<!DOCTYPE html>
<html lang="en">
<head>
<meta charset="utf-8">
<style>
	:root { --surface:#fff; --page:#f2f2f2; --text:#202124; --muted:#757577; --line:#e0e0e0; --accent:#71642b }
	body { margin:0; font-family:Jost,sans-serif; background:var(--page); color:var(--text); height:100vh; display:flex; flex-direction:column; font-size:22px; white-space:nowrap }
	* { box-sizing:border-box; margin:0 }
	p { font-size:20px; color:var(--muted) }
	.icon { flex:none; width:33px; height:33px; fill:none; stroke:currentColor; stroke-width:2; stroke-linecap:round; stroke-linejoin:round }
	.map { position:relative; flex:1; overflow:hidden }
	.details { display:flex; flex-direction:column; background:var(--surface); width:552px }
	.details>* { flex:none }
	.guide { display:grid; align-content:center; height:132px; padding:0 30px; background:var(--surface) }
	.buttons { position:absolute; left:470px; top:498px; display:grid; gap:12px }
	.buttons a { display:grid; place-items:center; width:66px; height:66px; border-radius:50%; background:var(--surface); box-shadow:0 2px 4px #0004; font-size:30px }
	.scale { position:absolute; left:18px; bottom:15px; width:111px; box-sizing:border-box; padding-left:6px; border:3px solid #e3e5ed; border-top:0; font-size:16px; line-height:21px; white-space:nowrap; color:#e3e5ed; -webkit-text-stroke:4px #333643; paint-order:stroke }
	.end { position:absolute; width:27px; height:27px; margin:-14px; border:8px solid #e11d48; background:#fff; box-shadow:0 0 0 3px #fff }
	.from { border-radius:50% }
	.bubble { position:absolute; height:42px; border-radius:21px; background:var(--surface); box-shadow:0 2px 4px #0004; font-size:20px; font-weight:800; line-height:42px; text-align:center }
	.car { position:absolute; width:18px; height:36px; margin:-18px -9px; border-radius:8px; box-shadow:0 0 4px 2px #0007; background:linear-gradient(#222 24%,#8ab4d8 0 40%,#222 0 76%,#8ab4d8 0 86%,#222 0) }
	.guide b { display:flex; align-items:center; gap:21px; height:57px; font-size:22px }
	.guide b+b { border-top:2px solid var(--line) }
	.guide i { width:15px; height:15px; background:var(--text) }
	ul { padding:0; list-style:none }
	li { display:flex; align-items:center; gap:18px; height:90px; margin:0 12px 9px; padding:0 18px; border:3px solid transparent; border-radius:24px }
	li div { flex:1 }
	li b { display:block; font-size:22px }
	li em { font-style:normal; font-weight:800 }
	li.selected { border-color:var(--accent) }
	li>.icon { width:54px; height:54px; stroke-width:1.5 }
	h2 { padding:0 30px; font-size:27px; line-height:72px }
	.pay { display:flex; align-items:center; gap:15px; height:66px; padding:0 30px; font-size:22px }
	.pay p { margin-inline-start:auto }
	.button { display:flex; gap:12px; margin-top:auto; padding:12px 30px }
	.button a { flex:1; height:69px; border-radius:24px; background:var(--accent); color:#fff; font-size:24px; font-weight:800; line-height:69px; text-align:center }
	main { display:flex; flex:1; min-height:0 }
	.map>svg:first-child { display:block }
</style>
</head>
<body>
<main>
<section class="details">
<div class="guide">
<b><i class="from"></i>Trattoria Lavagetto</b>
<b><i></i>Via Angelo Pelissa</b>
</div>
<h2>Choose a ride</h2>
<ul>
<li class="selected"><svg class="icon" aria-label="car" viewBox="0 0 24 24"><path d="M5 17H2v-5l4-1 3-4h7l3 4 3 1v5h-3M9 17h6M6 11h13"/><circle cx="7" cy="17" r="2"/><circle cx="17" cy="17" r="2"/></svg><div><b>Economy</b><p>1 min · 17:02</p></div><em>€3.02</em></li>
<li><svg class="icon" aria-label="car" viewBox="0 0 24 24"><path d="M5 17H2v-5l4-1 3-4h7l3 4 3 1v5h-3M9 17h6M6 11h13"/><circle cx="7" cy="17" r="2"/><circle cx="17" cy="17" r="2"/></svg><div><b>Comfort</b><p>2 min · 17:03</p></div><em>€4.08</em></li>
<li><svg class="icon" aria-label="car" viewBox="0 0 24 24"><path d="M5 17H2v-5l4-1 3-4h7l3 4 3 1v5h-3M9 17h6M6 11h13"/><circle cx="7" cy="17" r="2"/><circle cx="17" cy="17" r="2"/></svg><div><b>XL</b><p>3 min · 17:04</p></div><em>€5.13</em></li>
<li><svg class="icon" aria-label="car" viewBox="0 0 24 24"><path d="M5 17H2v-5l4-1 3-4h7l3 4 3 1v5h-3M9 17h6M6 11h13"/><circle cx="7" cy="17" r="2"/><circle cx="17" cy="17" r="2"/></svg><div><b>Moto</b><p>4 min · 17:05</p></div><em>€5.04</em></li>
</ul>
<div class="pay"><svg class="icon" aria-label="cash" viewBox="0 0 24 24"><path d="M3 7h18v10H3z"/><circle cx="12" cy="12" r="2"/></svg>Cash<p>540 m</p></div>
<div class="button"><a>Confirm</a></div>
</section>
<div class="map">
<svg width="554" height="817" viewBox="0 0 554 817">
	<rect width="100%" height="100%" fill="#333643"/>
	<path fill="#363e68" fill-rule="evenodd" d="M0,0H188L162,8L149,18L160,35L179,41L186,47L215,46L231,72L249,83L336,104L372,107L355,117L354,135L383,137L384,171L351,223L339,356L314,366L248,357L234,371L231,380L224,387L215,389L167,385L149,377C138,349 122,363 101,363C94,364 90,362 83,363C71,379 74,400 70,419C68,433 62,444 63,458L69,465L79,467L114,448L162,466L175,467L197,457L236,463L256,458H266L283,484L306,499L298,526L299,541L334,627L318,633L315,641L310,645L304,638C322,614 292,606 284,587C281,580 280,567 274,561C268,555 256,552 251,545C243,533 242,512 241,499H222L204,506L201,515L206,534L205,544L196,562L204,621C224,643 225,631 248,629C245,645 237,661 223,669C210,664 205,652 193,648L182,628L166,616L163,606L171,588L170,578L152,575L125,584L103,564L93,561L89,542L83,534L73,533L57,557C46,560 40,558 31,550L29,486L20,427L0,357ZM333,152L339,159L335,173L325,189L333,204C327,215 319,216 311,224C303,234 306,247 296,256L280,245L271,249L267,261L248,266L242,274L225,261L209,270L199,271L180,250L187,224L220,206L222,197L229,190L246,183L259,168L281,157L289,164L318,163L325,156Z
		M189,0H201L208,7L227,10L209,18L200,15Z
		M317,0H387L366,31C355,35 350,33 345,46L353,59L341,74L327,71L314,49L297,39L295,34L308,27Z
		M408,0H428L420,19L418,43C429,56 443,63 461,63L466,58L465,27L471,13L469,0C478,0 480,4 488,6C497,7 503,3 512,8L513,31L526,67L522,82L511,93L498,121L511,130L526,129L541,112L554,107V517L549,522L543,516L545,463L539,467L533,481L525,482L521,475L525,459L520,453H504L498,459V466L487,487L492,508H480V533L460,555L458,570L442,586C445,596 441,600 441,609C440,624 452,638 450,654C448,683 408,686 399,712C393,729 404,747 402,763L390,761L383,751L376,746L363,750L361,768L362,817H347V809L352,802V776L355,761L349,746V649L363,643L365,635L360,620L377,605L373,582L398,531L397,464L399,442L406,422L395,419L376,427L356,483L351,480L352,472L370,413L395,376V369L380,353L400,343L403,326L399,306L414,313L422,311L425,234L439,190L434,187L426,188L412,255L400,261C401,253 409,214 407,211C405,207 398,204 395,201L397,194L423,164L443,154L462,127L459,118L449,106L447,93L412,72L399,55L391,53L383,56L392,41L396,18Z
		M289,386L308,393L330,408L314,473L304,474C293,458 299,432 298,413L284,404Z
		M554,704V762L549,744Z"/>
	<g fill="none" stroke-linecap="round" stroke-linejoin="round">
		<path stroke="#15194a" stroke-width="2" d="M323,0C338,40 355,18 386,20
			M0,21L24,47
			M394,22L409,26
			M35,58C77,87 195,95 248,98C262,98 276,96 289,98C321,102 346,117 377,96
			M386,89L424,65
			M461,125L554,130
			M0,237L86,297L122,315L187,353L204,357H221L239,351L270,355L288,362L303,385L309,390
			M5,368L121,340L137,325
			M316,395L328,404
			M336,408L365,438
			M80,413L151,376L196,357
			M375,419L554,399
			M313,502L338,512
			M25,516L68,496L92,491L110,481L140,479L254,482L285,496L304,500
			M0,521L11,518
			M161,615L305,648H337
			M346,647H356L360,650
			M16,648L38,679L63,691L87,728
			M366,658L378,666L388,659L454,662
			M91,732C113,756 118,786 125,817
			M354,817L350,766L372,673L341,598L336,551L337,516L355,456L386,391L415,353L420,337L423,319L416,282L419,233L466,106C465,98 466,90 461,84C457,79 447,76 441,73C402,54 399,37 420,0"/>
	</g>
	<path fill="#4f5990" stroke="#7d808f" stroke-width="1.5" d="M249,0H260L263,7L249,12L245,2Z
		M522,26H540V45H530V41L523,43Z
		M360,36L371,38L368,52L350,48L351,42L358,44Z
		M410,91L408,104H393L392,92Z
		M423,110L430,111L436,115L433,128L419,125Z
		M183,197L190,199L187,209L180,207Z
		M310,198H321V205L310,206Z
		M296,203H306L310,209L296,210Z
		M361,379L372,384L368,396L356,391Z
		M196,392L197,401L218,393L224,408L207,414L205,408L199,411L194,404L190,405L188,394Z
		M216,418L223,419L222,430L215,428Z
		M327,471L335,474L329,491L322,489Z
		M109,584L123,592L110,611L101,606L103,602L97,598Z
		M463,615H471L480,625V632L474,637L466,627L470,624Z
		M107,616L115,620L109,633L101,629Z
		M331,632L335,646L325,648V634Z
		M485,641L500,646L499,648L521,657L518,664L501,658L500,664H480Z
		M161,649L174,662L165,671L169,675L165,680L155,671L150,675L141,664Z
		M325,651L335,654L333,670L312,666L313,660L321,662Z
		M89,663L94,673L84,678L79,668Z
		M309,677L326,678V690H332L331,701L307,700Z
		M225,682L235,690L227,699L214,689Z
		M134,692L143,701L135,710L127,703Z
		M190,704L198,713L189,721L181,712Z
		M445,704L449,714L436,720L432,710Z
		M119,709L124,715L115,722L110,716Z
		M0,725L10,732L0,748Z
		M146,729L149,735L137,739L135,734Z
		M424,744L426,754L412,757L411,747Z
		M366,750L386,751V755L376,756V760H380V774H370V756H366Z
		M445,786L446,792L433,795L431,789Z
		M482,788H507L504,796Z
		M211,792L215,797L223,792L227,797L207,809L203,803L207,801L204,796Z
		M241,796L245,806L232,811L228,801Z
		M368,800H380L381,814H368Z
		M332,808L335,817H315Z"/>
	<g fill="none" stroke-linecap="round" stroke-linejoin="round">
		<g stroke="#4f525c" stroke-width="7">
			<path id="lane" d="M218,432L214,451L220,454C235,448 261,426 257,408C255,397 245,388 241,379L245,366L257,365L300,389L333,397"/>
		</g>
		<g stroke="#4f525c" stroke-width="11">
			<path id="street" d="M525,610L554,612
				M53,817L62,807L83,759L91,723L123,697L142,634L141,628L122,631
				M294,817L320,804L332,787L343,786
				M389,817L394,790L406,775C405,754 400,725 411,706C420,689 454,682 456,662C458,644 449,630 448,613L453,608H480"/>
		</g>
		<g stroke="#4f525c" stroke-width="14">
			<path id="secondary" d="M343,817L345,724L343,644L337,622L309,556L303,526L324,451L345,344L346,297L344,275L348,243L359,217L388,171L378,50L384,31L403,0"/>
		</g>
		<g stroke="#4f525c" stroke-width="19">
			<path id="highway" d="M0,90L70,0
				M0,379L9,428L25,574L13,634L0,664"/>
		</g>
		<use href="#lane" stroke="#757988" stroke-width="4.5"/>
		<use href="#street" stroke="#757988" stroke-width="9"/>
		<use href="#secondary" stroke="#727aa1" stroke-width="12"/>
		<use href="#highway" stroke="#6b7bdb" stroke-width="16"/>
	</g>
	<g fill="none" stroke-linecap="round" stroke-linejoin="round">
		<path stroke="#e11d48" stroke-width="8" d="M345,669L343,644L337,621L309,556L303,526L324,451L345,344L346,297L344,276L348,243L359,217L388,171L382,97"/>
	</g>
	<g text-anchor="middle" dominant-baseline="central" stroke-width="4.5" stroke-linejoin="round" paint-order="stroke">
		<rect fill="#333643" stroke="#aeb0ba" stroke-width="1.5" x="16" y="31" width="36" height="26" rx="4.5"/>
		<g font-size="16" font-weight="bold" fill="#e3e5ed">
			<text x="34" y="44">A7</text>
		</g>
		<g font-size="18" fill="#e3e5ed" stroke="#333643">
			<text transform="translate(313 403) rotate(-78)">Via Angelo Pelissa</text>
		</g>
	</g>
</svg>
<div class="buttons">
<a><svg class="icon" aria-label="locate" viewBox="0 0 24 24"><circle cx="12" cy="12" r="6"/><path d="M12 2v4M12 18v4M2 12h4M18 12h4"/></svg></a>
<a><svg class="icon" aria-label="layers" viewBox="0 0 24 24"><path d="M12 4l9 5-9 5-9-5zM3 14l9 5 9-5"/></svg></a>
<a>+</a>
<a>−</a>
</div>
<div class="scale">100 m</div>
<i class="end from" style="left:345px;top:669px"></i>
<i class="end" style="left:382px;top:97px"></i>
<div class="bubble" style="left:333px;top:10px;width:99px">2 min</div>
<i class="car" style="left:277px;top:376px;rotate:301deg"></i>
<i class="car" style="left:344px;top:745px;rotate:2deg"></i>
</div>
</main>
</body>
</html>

————————

▶ WHAT TO WORK ON
Copy every line above that includes the string "direction".

▶ RESPONSE BELOW
	body { margin:0; font-family:Jost,sans-serif; background:var(--page); color:var(--text); height:100vh; display:flex; flex-direction:column; font-size:22px; white-space:nowrap }
	.details { display:flex; flex-direction:column; background:var(--surface); width:552px }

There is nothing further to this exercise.